Europa także (podobnie jak Azja) miała w
swoich dziejach kilka tradycji mistycznych.
Najbardziej znanym europejskim ruchem
duchowym jest chrześcijaństwo. W jego ramach możemy wyróżnić
dwa podstawowe nurty:
1) tradycje mistyczną - zmierzającą
bardziej do faktycznego przeżywania duchowej rzeczywistości, niż
do prób skrystalizowania dogmatów i przepisów; bardziej polegającą
na intuicji i łasce, niż na podejściu rozumowym, ewentualnie -
łączącą podejście rozumowe z praktyka mistycyzmu;
2) tradycje hierarchiczną - wywodzącą się początkowo z
chrześcijaństwa duchowego i mistycznego, ale z czasem rozwijającą
się swoim własnym torem, odchodząc zazwyczaj od faktycznego doświadczania
wymiarów duchowych.
Samo poleganie na modelu hierarchicznym, bez
otwarcia się na aspekt duchowy i mistyczny religii, zazwyczaj
sprowadza tę postać chrześcijaństwa bądź to do
-
ćwiczeń umysłowych (np. zagłębianie
się w subtelności nauk teologicznych, bez równoczesnego
wkraczania w świat pokory, ciszy i łaski), co jest jedynie
początkiem poznawania wnętrza,
-
bądź do wymiaru władzy (z
ezoterycznego punktu widzenia można scharakteryzować to jako
zatrzymanie się na etapie trzeciej czakry) niewątpliwie rozwój
silnej woli jest ważną sprawą w rozwoju jednostki, jest
jednak etapem przygotowującym do osiągnięcia pełnej
harmonii z Duchem, kiedy mądrość i wola jednostki, nie tyle
wysila się, co jest w zgodzie z odwiecznym prawem - nie
czerpie tylko z ograniczonego potencjału jednostki, ale z
uniwersalnego, nieskończonego potencjału Ducha.

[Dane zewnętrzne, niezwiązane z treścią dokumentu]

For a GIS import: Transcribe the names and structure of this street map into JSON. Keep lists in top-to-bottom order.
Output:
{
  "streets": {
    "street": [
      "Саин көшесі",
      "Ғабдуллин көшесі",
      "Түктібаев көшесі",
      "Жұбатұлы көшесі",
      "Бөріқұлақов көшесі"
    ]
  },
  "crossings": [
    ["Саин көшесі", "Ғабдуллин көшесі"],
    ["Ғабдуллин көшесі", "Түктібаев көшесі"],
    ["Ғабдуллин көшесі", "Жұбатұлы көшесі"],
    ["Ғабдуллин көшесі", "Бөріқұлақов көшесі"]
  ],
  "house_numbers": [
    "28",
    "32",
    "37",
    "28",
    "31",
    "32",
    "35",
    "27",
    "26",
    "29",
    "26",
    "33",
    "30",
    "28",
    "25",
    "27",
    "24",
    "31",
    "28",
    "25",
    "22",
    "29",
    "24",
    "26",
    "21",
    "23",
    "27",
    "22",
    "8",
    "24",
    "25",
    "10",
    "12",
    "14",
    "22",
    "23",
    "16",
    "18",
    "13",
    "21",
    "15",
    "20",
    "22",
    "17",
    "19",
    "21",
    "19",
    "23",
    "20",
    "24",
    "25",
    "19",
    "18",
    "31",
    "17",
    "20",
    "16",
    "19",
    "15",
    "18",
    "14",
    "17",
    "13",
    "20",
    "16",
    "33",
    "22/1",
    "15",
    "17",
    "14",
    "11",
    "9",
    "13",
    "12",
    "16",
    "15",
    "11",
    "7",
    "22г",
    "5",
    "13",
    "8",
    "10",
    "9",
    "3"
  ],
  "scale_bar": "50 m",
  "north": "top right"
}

Oprócz jednak tradycji chrześcijańskiej
duchowość i mistycyzm Europy miał jeszcze wiele innych odcieni.
Nieporozumieniem jest traktować je jako błędne herezje, ponieważ
rozwój wewnętrzny jednostki nie zależy jedynie od przynależności
do danej organizacji, grupy wyznaniowej itp. ale także od osobiście
poczynionych postępów.
Podobnie jak wtedy, gdy zapisujemy się do takiej czy innej
uczelni/szkoły, to osiągnięty przez nas rozwój zależy nie
tylko od ogólnego poziomy szkoły, ale także od tego, na ile
chcemy cos z niej wynieść.
Powszechnie znane są liczne tradycje duchowe
przedeuropejskie - np. tradycje duchowe Druidów, mające ogromy
wpływ na duchowość i kulturę Kościoła Celtyckiego, czy np.
mistyczne tradycje Grecji (np. Orfizm, pod którego ogromnym wpływem
był Platon, Pitagoreizm, czy uzdrowicielskie tradycje Świątyń
Asklepiosa).
Inną bardzo ważna wewnętrzną tradycją Europy była alchemia.
Prześledźmy teraz krótki jej opis z rozdziału "Współczesne
ujecie alchemii jako ścieżki wewnętrznej przemiany" z książki
Alchemia i moc medytacji
(Rafał Seremet, Studioastropsychologii 2004), a następnie
podelektujmy się najbardziej fundamentalnym i podstawowym
tekstem alchemii europejskiej pt. Tablica Szmaragdowa (Tabula
Smaragdina).
"(...)
Transmutacja, czyli przekształcenie – tak typowe pojęcie
dla nauk alchemicznych oznaczała zarówno najróżniejsze
metalurgiczne próby uszlachetniania metali, jak i, jednocześnie,
przekształcenie pospolitego metalu w złoto było symbolem
przekształcenia zwykłego śmiertelnego i nieoświeconego stanu
człowieka, w stan oświecony i nieśmiertelny.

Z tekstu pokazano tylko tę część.